We have included comparisons of WBM with baseline architectures/tokenizers, and a competitive PPG baseline. In addition, we have discussed a baseline comparison with respect to other pre-training methods such as masked autoencoding (Narayanswamy 2024) in Appendix A.5.3, as well as a simple baseline of turning behavioral data to its mean and standard deviation statistics. However, we do agree with that including more baselines can improve our evaluations, and we will discuss this as a caveat in the camera ready version. We welcome any feedback on specific baselines that you feel would particularly strengthen our work.

Potential demographic biases and performance in demographic subgroups:

We agree that characterizing demographic biases are essential for health applications. The Apple Heart and Movement Study has its own limitation and biases (Truslow et al. 2024), for example, the dataset is more biased towards a younger male population. However, given the large scale of this study compared to other studies, our models are still trained and evaluated on a large cohort including participants from diverse demographics. In the camera ready version of the paper, we will include distributions of demographics statistics from our pre-training data.
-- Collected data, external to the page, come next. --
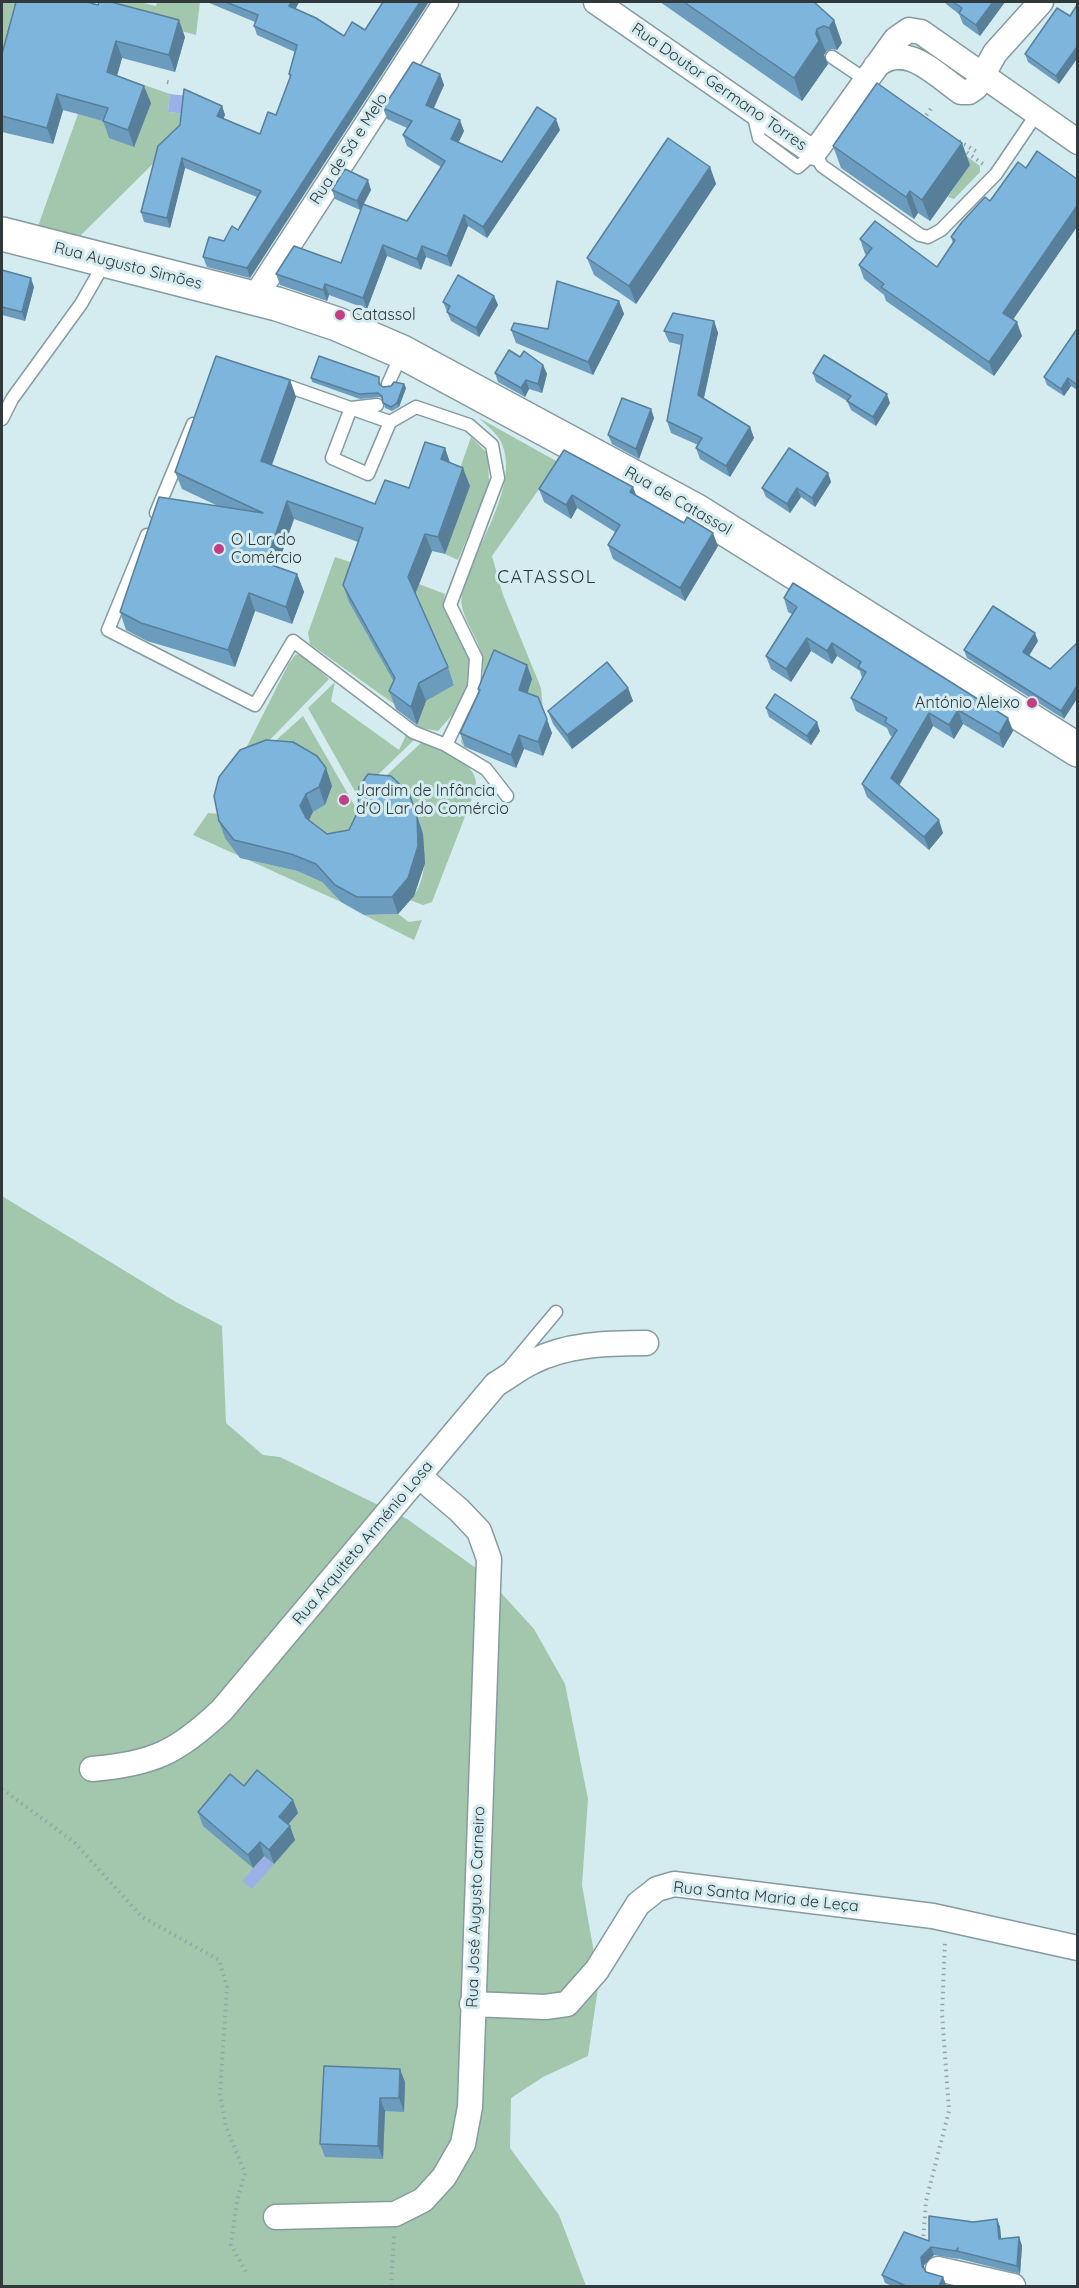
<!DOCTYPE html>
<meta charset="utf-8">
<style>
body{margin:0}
#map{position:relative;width:1079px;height:2288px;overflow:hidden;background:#d4ebf0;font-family:Quicksand,sans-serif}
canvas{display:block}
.frame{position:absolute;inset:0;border:3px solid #30393b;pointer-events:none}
</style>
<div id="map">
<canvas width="1079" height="2288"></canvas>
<div class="frame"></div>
</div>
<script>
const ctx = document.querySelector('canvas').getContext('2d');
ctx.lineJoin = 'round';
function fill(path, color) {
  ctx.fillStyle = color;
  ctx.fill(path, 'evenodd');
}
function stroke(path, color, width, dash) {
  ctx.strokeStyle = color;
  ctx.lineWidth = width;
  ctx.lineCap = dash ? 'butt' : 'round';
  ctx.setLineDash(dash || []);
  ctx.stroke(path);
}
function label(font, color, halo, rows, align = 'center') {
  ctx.font = font + ' Quicksand,sans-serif';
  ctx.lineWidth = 6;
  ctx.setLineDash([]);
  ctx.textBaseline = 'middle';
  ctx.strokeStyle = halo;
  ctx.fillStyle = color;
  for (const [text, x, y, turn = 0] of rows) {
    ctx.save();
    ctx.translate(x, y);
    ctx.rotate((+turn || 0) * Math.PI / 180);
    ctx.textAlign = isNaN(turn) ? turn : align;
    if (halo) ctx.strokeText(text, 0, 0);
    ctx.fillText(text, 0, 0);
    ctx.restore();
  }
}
fill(new Path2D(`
 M2,2H28L2,96Z
 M100,2H139L156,6L157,2H200L196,35L98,8Z
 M130,80L170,94L168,112L186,114L183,134L77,239L37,229L78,114Z
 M927,127L980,166V172L954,199L948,197L970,164Z
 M479,418L558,462L492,556L503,595L541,688L543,710L474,728L465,748L461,742C466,715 485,692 483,663C482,639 457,616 462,594C471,551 522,486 501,442C497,433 486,425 479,418Z
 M471,437L488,454L489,486L458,560L445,554L469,486L456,480Z
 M335,557L362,566L402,696L397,706L310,644L308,633Z
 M419,584L445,594L443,605L471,660V682L452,715L438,731L416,727L426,701L454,684L415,595Z
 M296,654L304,656L329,679L229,782L289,663Z
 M335,682L331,701L399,750L407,733L416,738L357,795L308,708Z
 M303,716L364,822L333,852L307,824L313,812L325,805L332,786L323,773L246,767Z
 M422,742C442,752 479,761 476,788L432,902L423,905L410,900C432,877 424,838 416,811L359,801Z
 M208,813L221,814L240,858L297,871L322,882L341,902L193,835Z
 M398,914L409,922L422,920L414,940L364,915Z
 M2,1196L176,1302L222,1326L226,1423L263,1455L280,1457L407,1519L483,1573L534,1629L565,1684L588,1799L582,1885L599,1981L588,2056L543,2077L511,2098L510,2148L559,2215L586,2286H2Z`), '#a2c7ac');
fill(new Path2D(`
 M170,94L188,96L186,114L168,112Z
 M264,1856L274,1864L252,1889L242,1881Z`), '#9ab0e6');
const service = new Path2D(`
 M832,57L866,80
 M753,113L759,138L798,167L814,153L822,166L920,235L928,237L941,230L996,174L1038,112
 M279,383L390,422L368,474L332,458L351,408L377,405
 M388,384L402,353
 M2,419L12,399L81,304L105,262
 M156,513L193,424
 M147,535L108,630L255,705L293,641L413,732L446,745L474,687L476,658L450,605L498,478L492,445L469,425L416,407L390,422
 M446,745L486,769L507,796
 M510,1367L556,1312`);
const minor = new Path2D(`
 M596,2L814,153L896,39L909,30L921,32L1078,142
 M876,66C905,40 936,75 961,92H969L976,87L995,53L1041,2
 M255,297L446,2
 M92,1769C153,1764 178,1752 222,1710L496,1384C508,1377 519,1368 532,1362C566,1344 609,1343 646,1343
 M472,2004L545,2007L567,2004L597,1970L638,1904L657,1889L674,1884L933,1916L1078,1948
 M276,2217L395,2214L423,2200L444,2177L463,2144L470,2107L489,1559L479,1531L459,1510L420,1477
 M938,2269L1013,2286`);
const secondary = new Path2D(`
 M2,234L277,304L337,324L402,352L695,510L1078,750`);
stroke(service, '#869ba0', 15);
stroke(minor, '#869ba0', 27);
stroke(secondary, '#869ba0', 36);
stroke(new Path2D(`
 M167,82L172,83
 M923,120L932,107
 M959,141L979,153
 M962,149L983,164
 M2,1789L74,1842L142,1917L219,1960L227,1987L220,2094L226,2127L245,2173L237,2201L231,2245L247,2274
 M923,2242L926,2201L949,2111L942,2014L945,1941
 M391,2286L394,2235`), '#95a6aa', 4, [1.5, 4.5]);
stroke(service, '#fff', 12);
stroke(minor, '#fff', 24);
stroke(secondary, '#fff', 33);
fill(new Path2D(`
 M16,2L185,37L175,72L122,58L117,76L151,103L134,147L109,138L103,121L63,110L53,144L2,132V54Z
 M207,2H299L295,9L316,18L250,278L207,267L203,257L238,230L257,197L185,168L170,228L144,222L141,212L222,106L225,115L223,119L260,134L276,115L290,78L289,74L295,52L257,35L254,26L255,22Z
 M660,2H814L834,20L842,43L837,50L832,49L826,52L824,55L828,64L802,101Z
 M945,2H1005L980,36L963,24L959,14L946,4Z
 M1070,16L1059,84L1028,62L1025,54Z
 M440,74L444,85L434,108L464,131L458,143L502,162L560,130L487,238L468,226L451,267L426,257L421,270L387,256L367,309L329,295L327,301L280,285L276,274L341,263L363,205L360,210L335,199L332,190H371L364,204L407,221L441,167L407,146L403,135L407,128L387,119L383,108Z
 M833,146L970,165L930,221L918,213L914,219L841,168Z
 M710,167L716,184L636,304L594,275L587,258Z
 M962,222L1022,336L994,376L886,301L884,295L864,279L859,265L867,255L865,254L860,239L937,267L953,243L951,237Z
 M2,270L34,287L25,321L2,315Z
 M494,296L498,305L479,337L451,321L443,302Z
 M619,301L624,314L593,375L516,343L511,330L548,329Z
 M714,321L718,333L704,398L750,427L754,438L730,477L700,459L696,448L698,445L671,433L667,421L681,345L669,342L664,331Z
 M1077,329V390L1071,386L1064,396L1047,385L1044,377Z
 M520,357L543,365L547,374L542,393L529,389L525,397L498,382L495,373Z
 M813,373L890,403L876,426L851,410L847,401L816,382Z
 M311,378L380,382L381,385L383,387L404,384L406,388L399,407L392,411L385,408L383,400L380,397L360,399L312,382Z
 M290,380L296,397L272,465L375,504L409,488L445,448L450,463L470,486L445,554L432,551L415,593L448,667L454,685L426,701L417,725L396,709L389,691L394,682L349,602L343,585L358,542L294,519L277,567L297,574L304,592L292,624L255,611L235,667L147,641L126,630L120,612L218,506L182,489L175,472Z
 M651,409L654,418L639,459L612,444L608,435Z
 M828,473L831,482L815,507L801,497L790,513L766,497L762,488Z
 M539,489L636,495L718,546L685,601L613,559L608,545L615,532L577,508L571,519L544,502Z
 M784,598L1008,718L1013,731L1003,748L963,724L954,739L933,726L899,785L943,833L929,850L867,797L862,784L892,737L890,735L887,728L856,711L851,698L862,678L860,671L837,656L832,664L811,651L791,682L771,669L766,656L792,614L788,612Z
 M1038,641L1029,656L1050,669L1064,719L967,658L964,650Z
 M527,665L532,679L527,693L552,733L543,756L524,749L516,768L465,747L460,733L479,693L478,689Z
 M628,688L633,701L572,749L553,724L548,711Z
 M766,708L820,731L811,745L769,717Z
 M326,768L332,786L325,805L313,812L309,820L327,834L349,830L416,811L423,834L425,863L414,896L398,914L364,915L341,902L322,882L297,871L240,858L225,838L219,821Z
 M244,1786L293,1800L298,1813L288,1825L295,1840L274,1864L264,1856L253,1868L203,1826L198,1812Z
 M324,2066L405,2082L404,2112L385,2111L383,2159L325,2157L320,2144Z
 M997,2219L1000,2227L1001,2239L1019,2237L1022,2246L1020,2274L960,2259V2258L959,2259L934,2255L924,2265V2270L926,2272L943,2277L946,2285L945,2286H892L885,2283L882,2275L929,2241L973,2222Z`), '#6c9cbd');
fill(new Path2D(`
 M291,2H299L292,16L289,6Z
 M420,2H429L250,278L247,268Z
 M993,2H1005L980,36L976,25Z
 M179,20L185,37L175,72L169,55Z
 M834,20L842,43L837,50L829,28Z
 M817,29L826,52L824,55L828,64L802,101L794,78Z
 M116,41L122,58L113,89L107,72Z
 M1077,47V59L1059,84L1056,76Z
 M440,74L444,85L430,116L426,105Z
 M144,86L151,103L134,147L128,130Z
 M57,94L63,110L53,144L47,128Z
 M222,106L225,115L220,126L217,116Z
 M556,119L560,130L487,238L483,227Z
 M460,120L464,131L455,150L451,139Z
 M962,143L970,165L930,221L922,200Z
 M182,158L185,168L170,228L167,218Z
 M710,167L716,184L636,304L629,286Z
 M368,180L371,190L360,210L357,201Z
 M910,191L918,213L914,219L906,197Z
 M1077,206V227L1008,327L1003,313Z
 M464,215L468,226L451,267L447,256Z
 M383,245L387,256L367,309L363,298Z
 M422,246L426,257L421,270L417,259Z
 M31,278L34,287L25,321L22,312Z
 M325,284L329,295L327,301L323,290Z
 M494,296L498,305L479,337L476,328Z
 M619,301L624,314L593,375L588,362Z
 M714,321L718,333L702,406L698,395Z
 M1017,322L1022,336L994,376L989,362Z
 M543,365L547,374L542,393L538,384Z
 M1068,378L1071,386L1064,396L1061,389Z
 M290,380L296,397L267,478L261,461Z
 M526,380L529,389L525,397L521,388Z
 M404,384L406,388L399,407L397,403Z
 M887,394L890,403L876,426L873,417Z
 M651,409L654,418L639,459L636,449Z
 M750,427L754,438L730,477L726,466Z
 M445,448L451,466L441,459Z
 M463,468L470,486L445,554L438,537Z
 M828,473L831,482L815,507L812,498Z
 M633,487L638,500L630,492Z
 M797,488L801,497L790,513L787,504Z
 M572,495L577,508L571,519L566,505Z
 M287,501L294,519L272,580L266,563Z
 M713,533L718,546L685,601L680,588Z
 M425,534L432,551L415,595L408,577Z
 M297,574L304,592L292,624L286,607Z
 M249,593L255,611L235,667L228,650Z
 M1035,633L1038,641L1026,660L1023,652Z
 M807,638L811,651L791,682L786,669Z
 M832,643L837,656L832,664L827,651Z
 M527,665L532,679L524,704L519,690Z
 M419,683L426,701L417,725L411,707Z
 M1077,686V699L1064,719L1061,711Z
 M628,688L633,701L572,749L567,735Z
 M958,710L963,724L954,739L949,725Z
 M929,713L933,726L896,791L891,778Z
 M1008,718L1013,731L1003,748L999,734Z
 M547,719L552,733L543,756L538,742Z
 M817,722L820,731L811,745L807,736Z
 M519,735L524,749L516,768L511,755Z
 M326,768L332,786L325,805L319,787Z
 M409,793L423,834L425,863L414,896L398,914L392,897Z
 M306,794L313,812L307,824L300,806Z
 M939,820L943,833L929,850L924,837Z
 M293,1800L298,1813L283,1830L279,1817Z
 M290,1826L295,1840L274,1864L269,1850Z
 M260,1842L264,1856L253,1868L248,1855Z
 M400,2069L405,2082L404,2112L399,2098Z
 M380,2098L385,2111L383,2159L378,2146Z
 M997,2219L1000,2227L1002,2247L999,2239Z
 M1019,2237L1022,2246L1020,2274L1017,2266Z
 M931,2247L934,2255L924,2265L925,2274L922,2266L921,2257Z
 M943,2277L946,2285L945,2286H939Z`), '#587f9a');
const building = new Path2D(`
 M16,2H87L98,5L99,2H111L179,20L169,55L116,41L107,72L144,86L128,130L103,121L108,108L57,94L47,128L2,116V54Z
 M226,2H291L289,6L316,18L344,36L352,22L365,30L383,2H420L247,268L203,257L209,237L224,241L232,226L238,230L261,191L182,158L167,218L141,212L158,146L180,125L184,89L222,106L217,116L260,134L268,112L276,115L291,75L289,74L297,45L254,26L258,15Z
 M684,2H814L834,20L829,28L824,26L817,29L816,34L819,41L794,78Z
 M953,2H993L976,25L959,13L962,8Z
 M1077,5V47L1056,76L1025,54L1057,8L1070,16Z
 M413,62L440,74L426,105L460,120L451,139L502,162L537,107L556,119L483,227L464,215L447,256L422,246L417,259L383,245L363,298L325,284L323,290L276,274L294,246L341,263L363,204L407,221L445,161L403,135L412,121L383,108Z
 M877,83L962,143L922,200L910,191L906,197L833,146Z
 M668,138L710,167L629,286L587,258Z
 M1037,151L1077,179V206L1003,313L1017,322L989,362L881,287L884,284L859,265L872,248L860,239L875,221L937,267L955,240L951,237L962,222L985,197L990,201L1018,162L1026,168Z
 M345,169L368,180L357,201L332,190Z
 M2,270L31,278L22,312L2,307Z
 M458,275L494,296L476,328L447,312L450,306L443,302Z
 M557,281L619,301L588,362L511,330L514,323L548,329Z
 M673,313L714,321L698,395L750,427L726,466L696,448L702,438L667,421L683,335L664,331Z
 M1077,329V385L1068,378L1061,389L1044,377Z
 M509,350L520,357L524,351L543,365L538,384L526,380L521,388L495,373Z
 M824,355L887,394L873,417L847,401L851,396L813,373Z
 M216,356L290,380L261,461L375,504L385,480L409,488L425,442L445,448L441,459L463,468L438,537L425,534L408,577L448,667L419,683L411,707L389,691L395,678L343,585L363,528L287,501L266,563L297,574L286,607L249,593L228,650L141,623L120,612L159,497L263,513L175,472Z
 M319,356L379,377V384L383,387L391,386L394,382L404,384L397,403L391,407L383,403L382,396L378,393L359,394L311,378Z
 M622,398L651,409L636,449L608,435Z
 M789,448L828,473L812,498L797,488L787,504L762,488Z
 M564,450L633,487L630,492L684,523L687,517L713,533L680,588L608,545L620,525L572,495L566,505L539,489Z
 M793,583L1008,718L999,734L958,710L949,725L929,713L891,778L939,820L924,837L862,784L897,730L885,722L887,718L851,698L866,672L858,667L861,662L832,643L827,651L807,638L786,669L766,656L797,607L784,598Z
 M993,606L1035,633L1023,652L1050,669L1077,643V686L1061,711L964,650Z
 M494,650L527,665L519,690L538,697L547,719L538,742L519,735L511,755L460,733L480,690L478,689Z
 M607,662L628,688L567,735L548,711Z
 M775,694L817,722L807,736L766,708Z
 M266,740L293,742L317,756L326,768L319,787L306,794L300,806L306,818L327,834L349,830L358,811L359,787L368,774L391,776L409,793L417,816L418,846L408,878L392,897H357L335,885L316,864L291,854L234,840L219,821L214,796L219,777L240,750Z
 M257,1770L293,1800L279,1817L290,1826L269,1850L260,1842L248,1855L198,1812L230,1774L244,1786Z
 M324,2066L400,2069L399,2098H380L378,2146L320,2144Z
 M929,2216L973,2222L997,2219L999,2239L1019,2237L1017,2266L957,2251L958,2248L956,2251L931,2247L921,2257L922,2266L926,2272L943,2277L939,2286H906L882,2275L904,2232L929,2241Z`);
fill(building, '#7db5dc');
stroke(building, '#587f9a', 1.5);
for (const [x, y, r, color] of [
 [340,315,6,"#c33f84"],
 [219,549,6,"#c33f84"],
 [1032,703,6,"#c33f84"],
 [344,800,6,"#c33f84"]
]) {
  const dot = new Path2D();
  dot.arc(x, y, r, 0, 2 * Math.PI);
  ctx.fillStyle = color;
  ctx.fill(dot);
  stroke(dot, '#d4ebf0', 2);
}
label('16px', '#30393b', '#d4ebf0', [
 ["Rua Doutor Germano Torres",719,87,35],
 ["Rua de Sá e Melo",349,149,-57],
 ["Rua Augusto Simões",128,266,14],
 ["Rua de Catassol",678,501,30],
 ["Rua Arquiteto Arménio Losa",363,1543,-50],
 ["Rua Santa Maria de Leça",766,1897,6],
 ["Rua José Augusto Carneiro",476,1907,-88]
]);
label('16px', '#30393b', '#d4ebf0', [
 ["Catassol",352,315],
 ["O Lar do",231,540],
 ["Comércio",231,558],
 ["António Aleixo",1020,703,"right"],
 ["Jardim de Infância",356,791],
 ["d'O Lar do Comércio",356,809]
], 'left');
ctx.letterSpacing = '1.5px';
label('18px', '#25383b', '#d4ebf0', [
 ["CATASSOL",547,578]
]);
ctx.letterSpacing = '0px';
</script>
We will also add to the appendix the performance of our models within demographic subgroups on a representative subset of the full set of tasks considered, focusing on tasks where the combination of WBM+PPG performs best. Specifically, we will show demographic subgroup performance on a representative set of targets: heart failure, active smoker, and calcium-channel blocker baseline tasks, as well as on the pregnancy and infection tasks. We will add some discussion around potential fairness concerns and demographic biases to the camera ready version of the paper, noting that a complete fairness investigation into our final models was out of scope for this work.

最终决定

The paper has received Accept, Strong Accept, Accept, Accept. All reviewers have praised the paper and its contributions. While some claims required softening, and limitations around demographic conditioning and generalizability were acknowledged, the discussion phase successfully led to a consensus. Some reviewers raised concerns, both in their discussions with the authors and with each other/AC, regarding the dataset, particularly its potential demographic biases. A key point of concern was the lack of public availability of the dataset and the absence of released code or model weights. Open source of the model weights and at least a subset of the dataset is highly required. Based on the strengths of the work, I suggest for the paper to be accepted, but urge the authors to find a long-term sustainable solution for this problem.